Exercise description -
The task calls for an exact copy of the records, without any images.

[Record excerpts Boundary: Start]

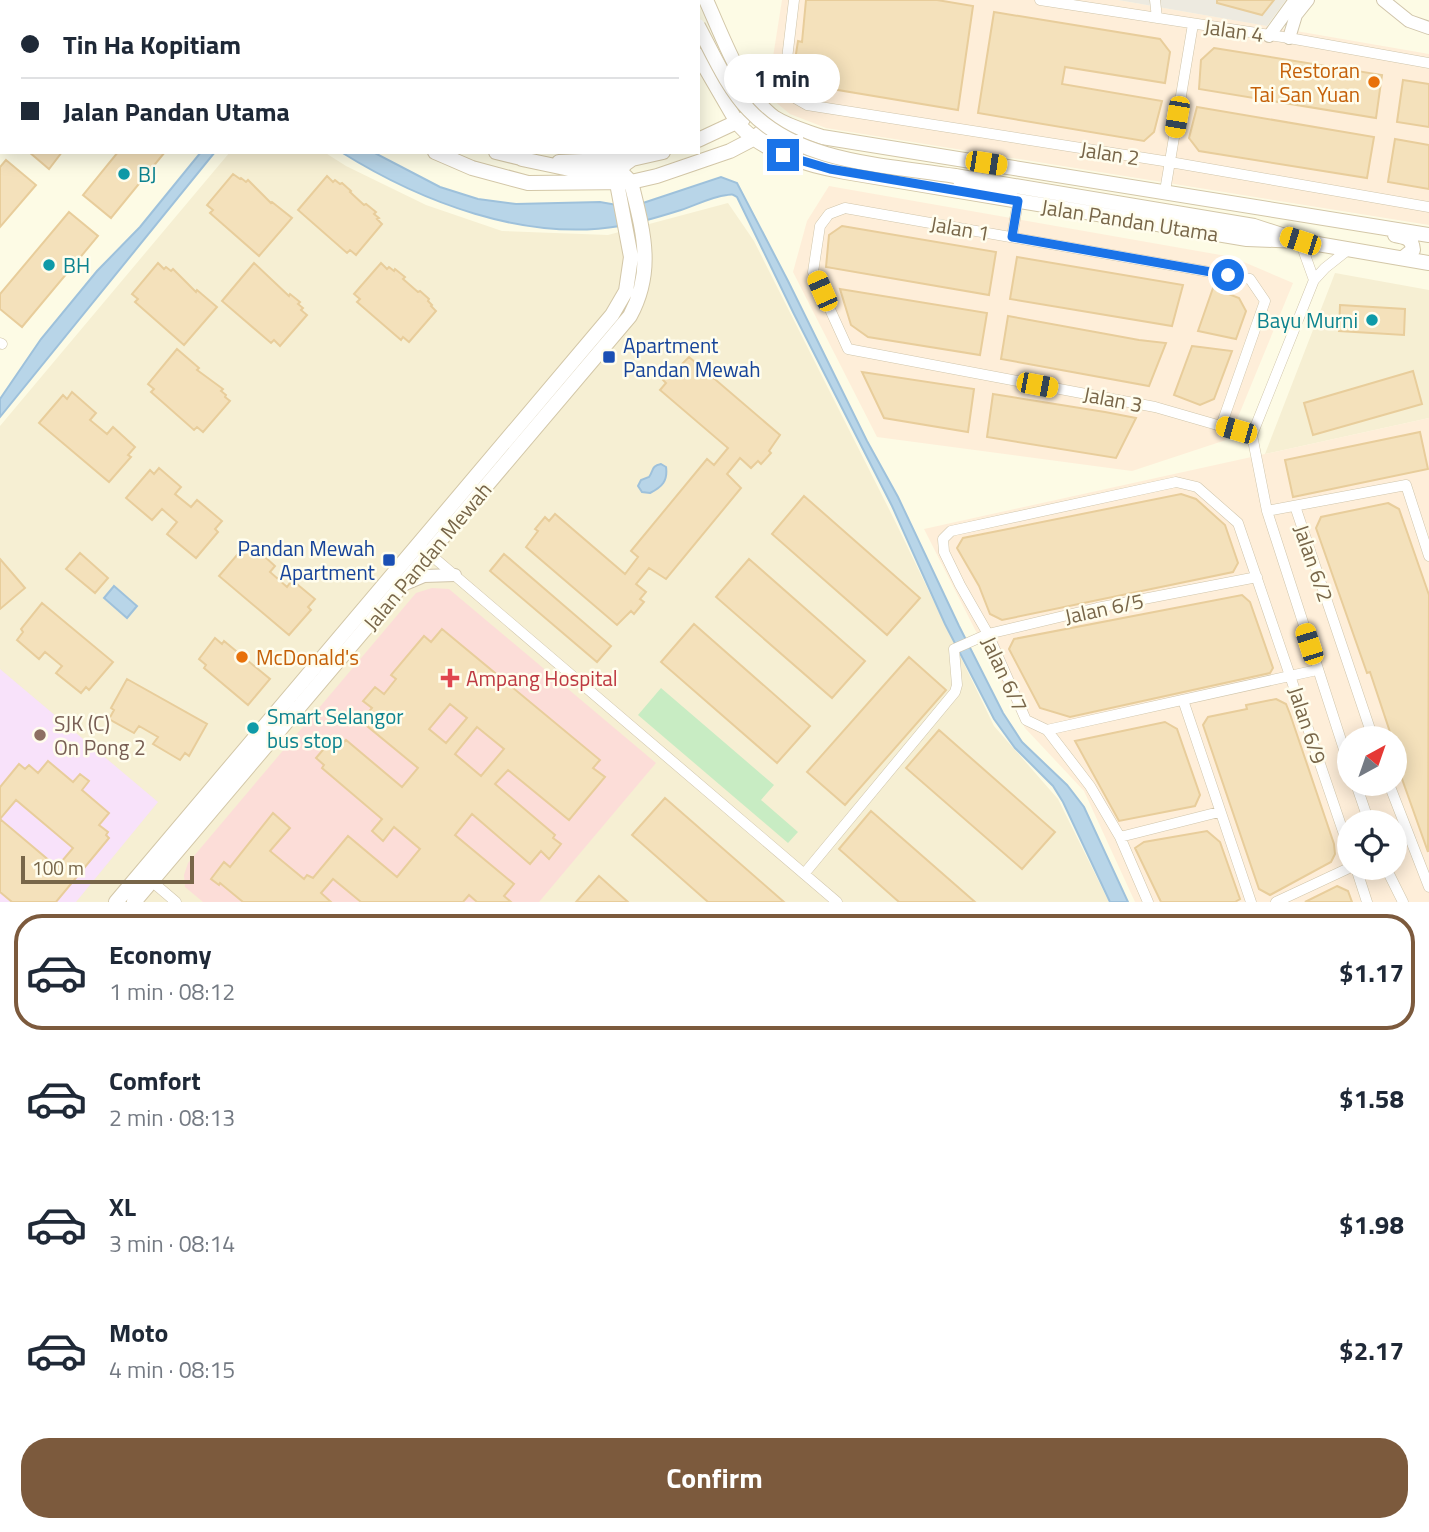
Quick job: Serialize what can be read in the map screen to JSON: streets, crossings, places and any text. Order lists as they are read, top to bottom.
{
  "streets": {
    "main road": ["Jalan Pandan Utama", "Jalan Pandan Mewah"],
    "street": [
      "Jalan 4",
      "Jalan 2",
      "Jalan 1",
      "Jalan 3",
      "Jalan 6/2",
      "Jalan 6/5",
      "Jalan 6/7",
      "Jalan 6/9"
    ]
  },
  "crossings": [
    ["Jalan 1", "Jalan 3"],
    ["Jalan 6/5", "Jalan 6/7"],
    ["Jalan 6/5", "Jalan 6/9"],
    ["Jalan 6/7", "Jalan 6/9"]
  ],
  "places": {
    "other": [
      "Restoran Tai San Yuan",
      "BJ",
      "BH",
      "Bayu Murni",
      "McDonald's",
      "Smart Selangor bus stop",
      "SJK (C) On Pong 2"
    ],
    "transit": ["Apartment Pandan Mewah", "Pandan Mewah Apartment"],
    "health": ["Ampang Hospital"]
  },
  "scale_bar": "100 m",
  "north": "top right",
  "page": {
    "banner": ["Tin Ha Kopitiam", "Jalan Pandan Utama"],
    "bubble": "1 min",
    "scale": "100 m",
    "list": [
      {
        "name": "Economy",
        "note": "1 min · 08:12",
        "value": "$1.17"
      },
      {
        "name": "Comfort",
        "note": "2 min · 08:13",
        "value": "$1.58"
      },
      {
        "name": "XL",
        "note": "3 min · 08:14",
        "value": "$1.98"
      },
      {
        "name": "Moto",
        "note": "4 min · 08:15",
        "value": "$2.17"
      }
    ],
    "buttons": "Confirm"
  }
}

[Record excerpts Boundary: End]

Response to this task -
Quick job: Serialize what can be read in the map screen to JSON: streets, crossings, places and any text. Order lists as they are read, top to bottom.
{
  "streets": {
    "main road": ["Jalan Pandan Utama", "Jalan Pandan Mewah"],
    "street": [
      "Jalan 4",
      "Jalan 2",
      "Jalan 1",
      "Jalan 3",
      "Jalan 6/2",
      "Jalan 6/5",
      "Jalan 6/7",
      "Jalan 6/9"
    ]
  },
  "crossings": [
    ["Jalan 1", "Jalan 3"],
    ["Jalan 6/5", "Jalan 6/7"],
    ["Jalan 6/5", "Jalan 6/9"],
    ["Jalan 6/7", "Jalan 6/9"]
  ],
  "places": {
    "other": [
      "Restoran Tai San Yuan",
      "BJ",
      "BH",
      "Bayu Murni",
      "McDonald's",
      "Smart Selangor bus stop",
      "SJK (C) On Pong 2"
    ],
    "transit": ["Apartment Pandan Mewah", "Pandan Mewah Apartment"],
    "health": ["Ampang Hospital"]
  },
  "scale_bar": "100 m",
  "north": "top right",
  "page": {
    "banner": ["Tin Ha Kopitiam", "Jalan Pandan Utama"],
    "bubble": "1 min",
    "scale": "100 m",
    "list": [
      {
        "name": "Economy",
        "note": "1 min · 08:12",
        "value": "$1.17"
      },
      {
        "name": "Comfort",
        "note": "2 min · 08:13",
        "value": "$1.58"
      },
      {
        "name": "XL",
        "note": "3 min · 08:14",
        "value": "$1.98"
      },
      {
        "name": "Moto",
        "note": "4 min · 08:15",
        "value": "$2.17"
      }
    ],
    "buttons": "Confirm"
  }
}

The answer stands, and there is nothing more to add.